Exercise prompt | Look for the word "order" in the records, and copy each line where it appears.

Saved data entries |
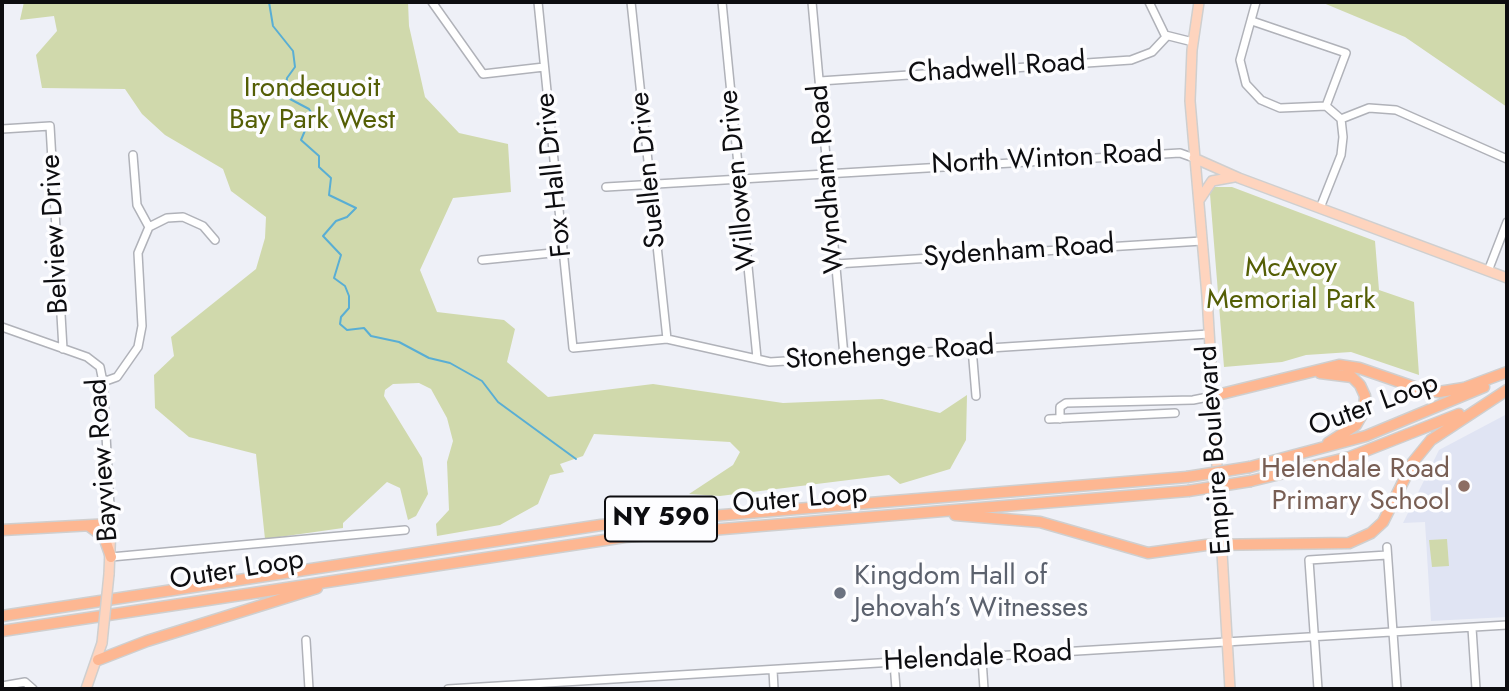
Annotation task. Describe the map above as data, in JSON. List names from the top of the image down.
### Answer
{
  "streets": {
    "highway": ["Outer Loop", "NY 590"],
    "main road": ["North Winton Road", "Empire Boulevard", "Bayview Road"],
    "street": [
      "Chadwell Road",
      "Suellen Drive",
      "Fox Hall Drive",
      "Wyndham Road",
      "Willowen Drive",
      "Belview Drive",
      "Sydenham Road",
      "Stonehenge Road",
      "Helendale Road"
    ]
  },
  "crossings": [
    ["Chadwell Road", "Wyndham Road"],
    ["North Winton Road", "Suellen Drive"],
    ["North Winton Road", "Wyndham Road"],
    ["North Winton Road", "Willowen Drive"],
    ["North Winton Road", "Empire Boulevard"],
    ["Suellen Drive", "Stonehenge Road"],
    ["Fox Hall Drive", "Stonehenge Road"],
    ["Wyndham Road", "Sydenham Road"],
    ["Wyndham Road", "Stonehenge Road"],
    ["Willowen Drive", "Stonehenge Road"],
    ["Belview Drive", "Bayview Road"],
    ["Sydenham Road", "Empire Boulevard"],
    ["Stonehenge Road", "Empire Boulevard"],
    ["Empire Boulevard", "Helendale Road"]
  ],
  "parks": ["Irondequoit Bay Park West", "McAvoy Memorial Park"],
  "places": ["Helendale Road Primary School", "Kingdom Hall of Jehovah’s Witnesses"]
}
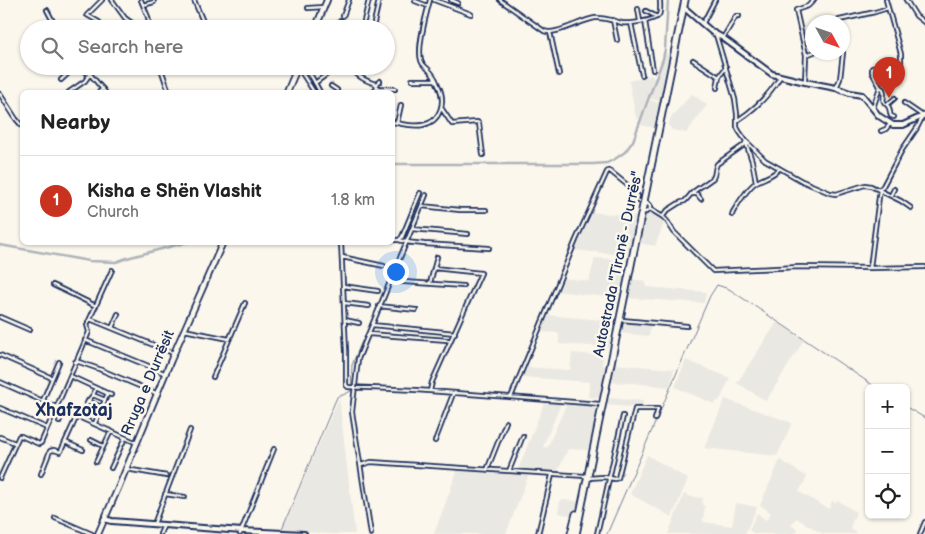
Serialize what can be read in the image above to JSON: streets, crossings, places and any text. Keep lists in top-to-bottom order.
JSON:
{
  "streets": {
    "highway": ["Autostrada \"Tiranë - Durrës\""],
    "main road": ["Rruga e Durrësit"]
  },
  "districts": ["Xhafzotaj"],
  "north": "bottom right",
  "page": {
    "search": "Search here",
    "pins": "1",
    "heading": "Nearby",
    "list": [
      {
        "mark": "1",
        "name": "Kisha e Shën Vlashit",
        "note": "Church",
        "value": "1.8 km"
      }
    ],
    "map_buttons": ["+", "−"]
  }
}
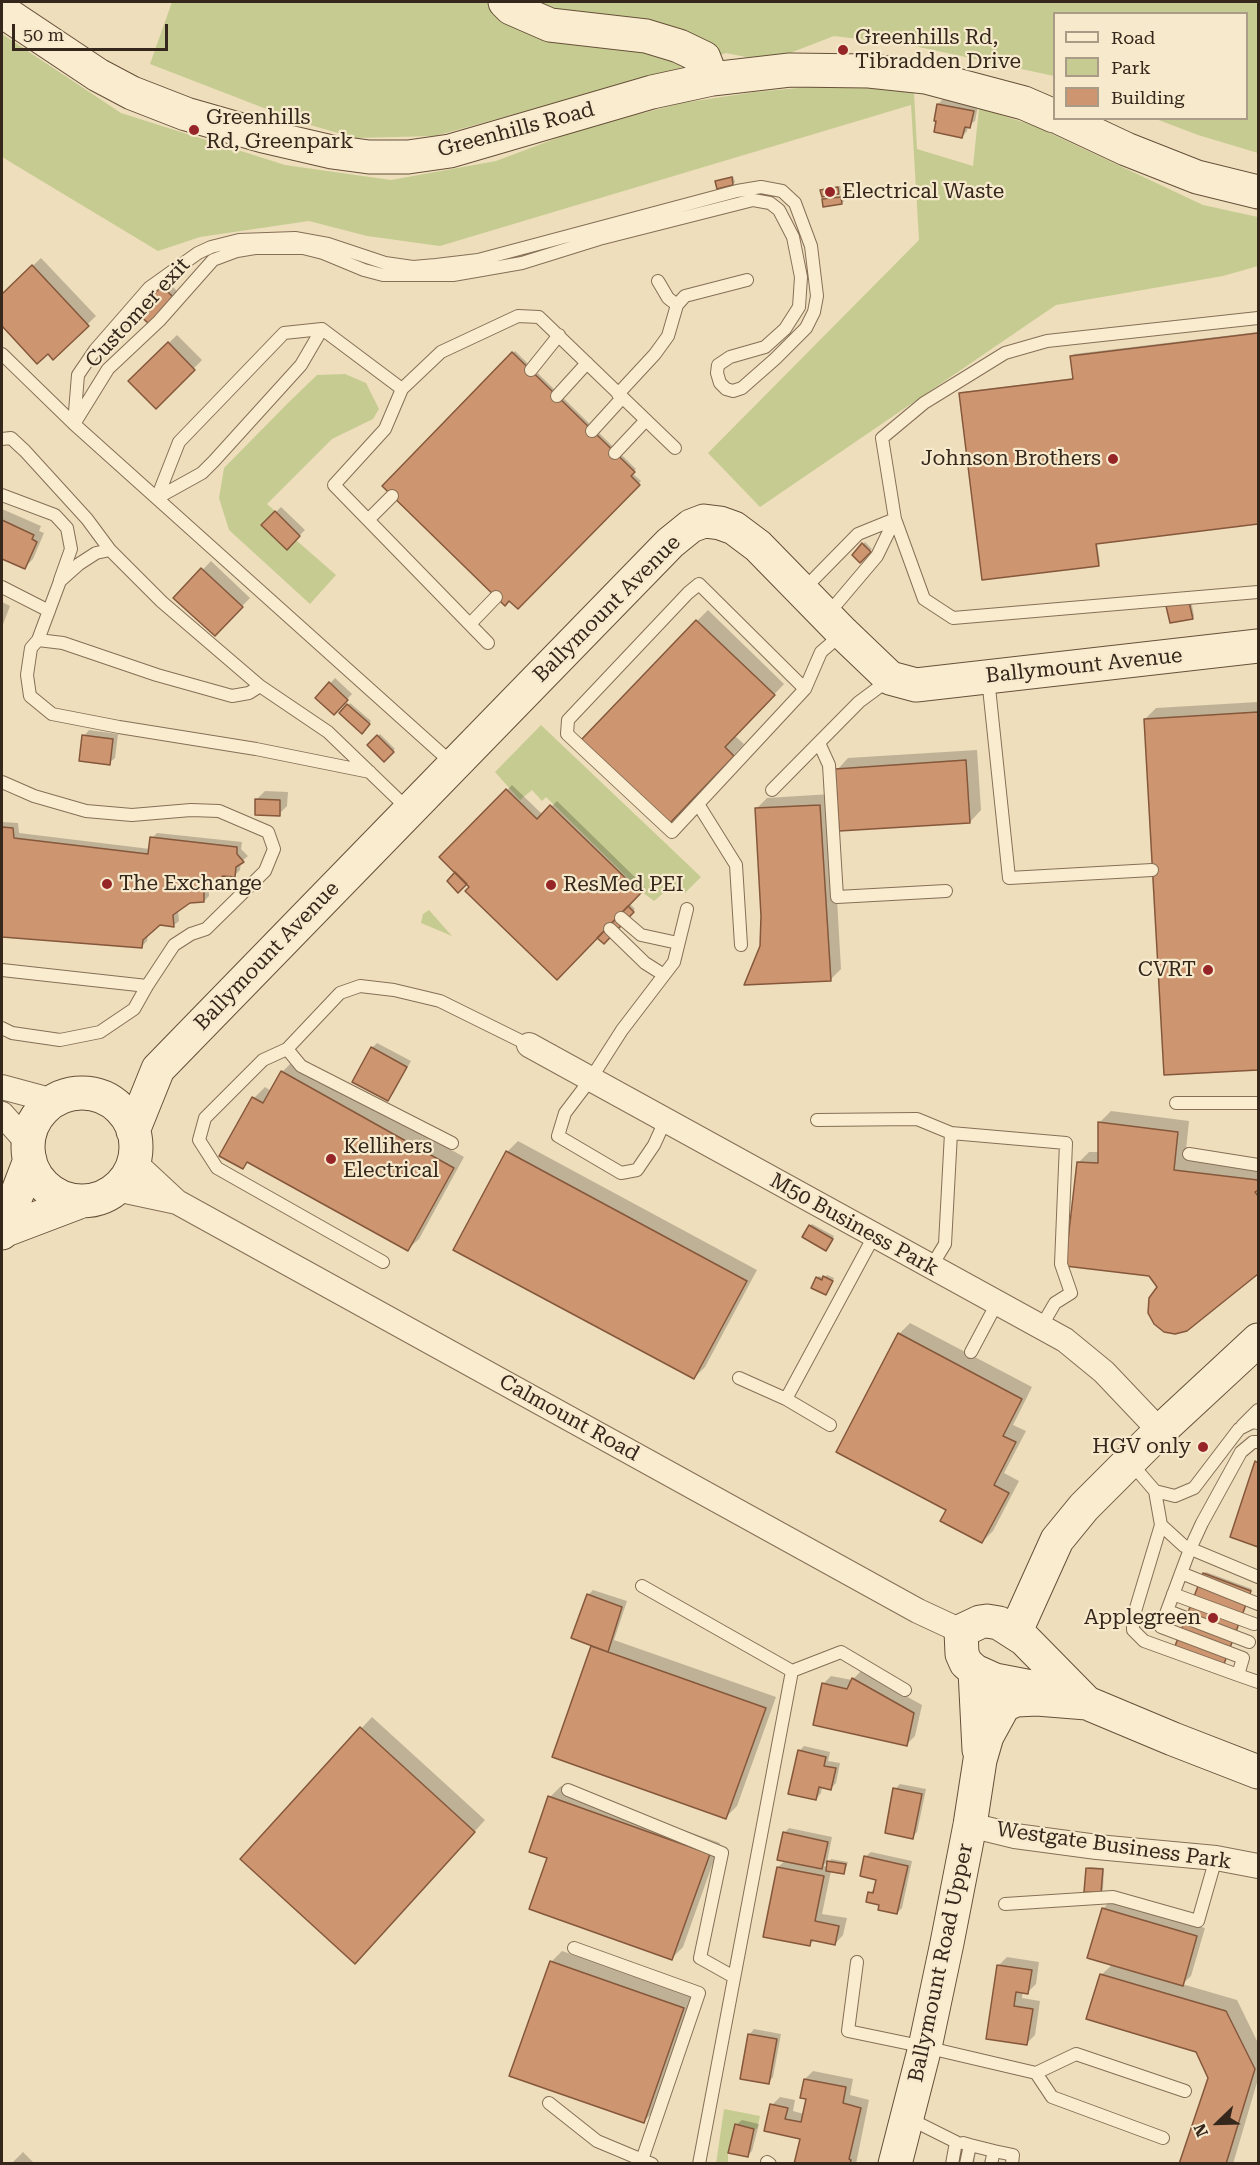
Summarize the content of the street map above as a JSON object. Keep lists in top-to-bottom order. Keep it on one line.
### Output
{"streets":{"street":["Greenhills Road","Ballymount Avenue","M50 Business Park","Calmount Road","Westgate Business Park","Ballymount Road Upper"],"lane":["Customer exit"]},"crossings":[["Ballymount Avenue","Calmount Road"],["Calmount Road","Ballymount Road Upper"],["Westgate Business Park","Ballymount Road Upper"]],"places":["Greenhills Rd, Tibradden Drive","Greenhills Rd, Greenpark","Electrical Waste","Johnson Brothers","The Exchange","ResMed PEI","CVRT","Kellihers Electrical","HGV only","Applegreen"],"legend":["Road","Park","Building"],"scale_bar":"50 m","north":"bottom left"}
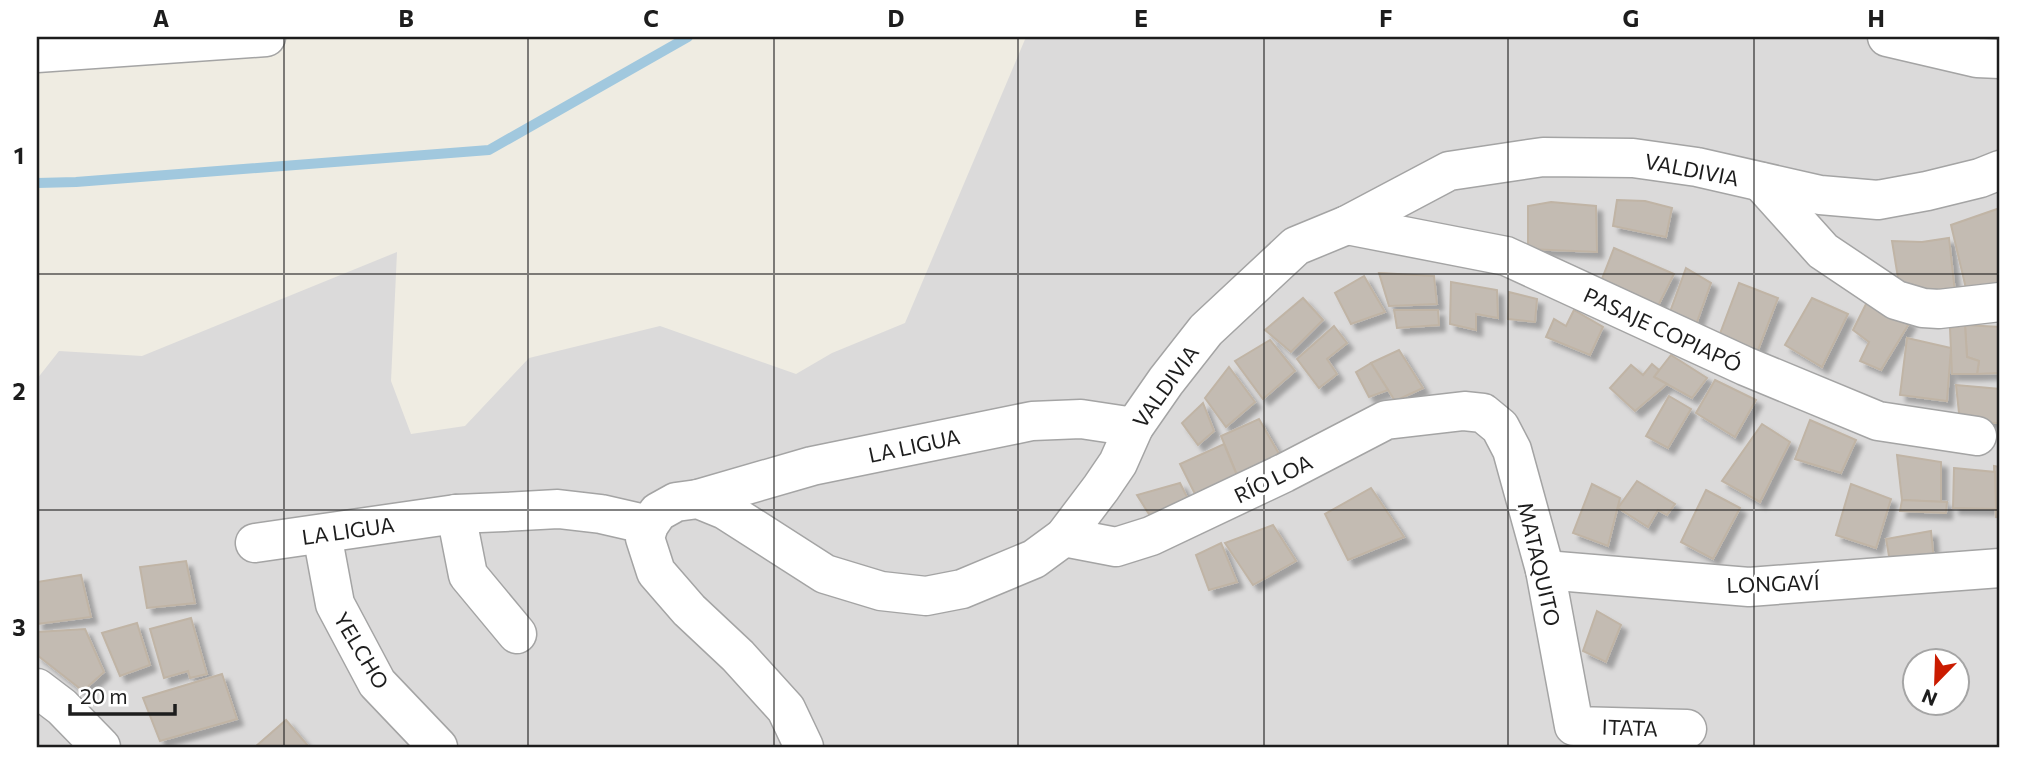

Task answer |
Serialize what can be read in the image above to JSON: streets, crossings, places and any text. Keep lists in top-to-bottom order.
Summarize the content of the street map above as a JSON object. Keep lists in top-to-bottom order. Keep it on one line.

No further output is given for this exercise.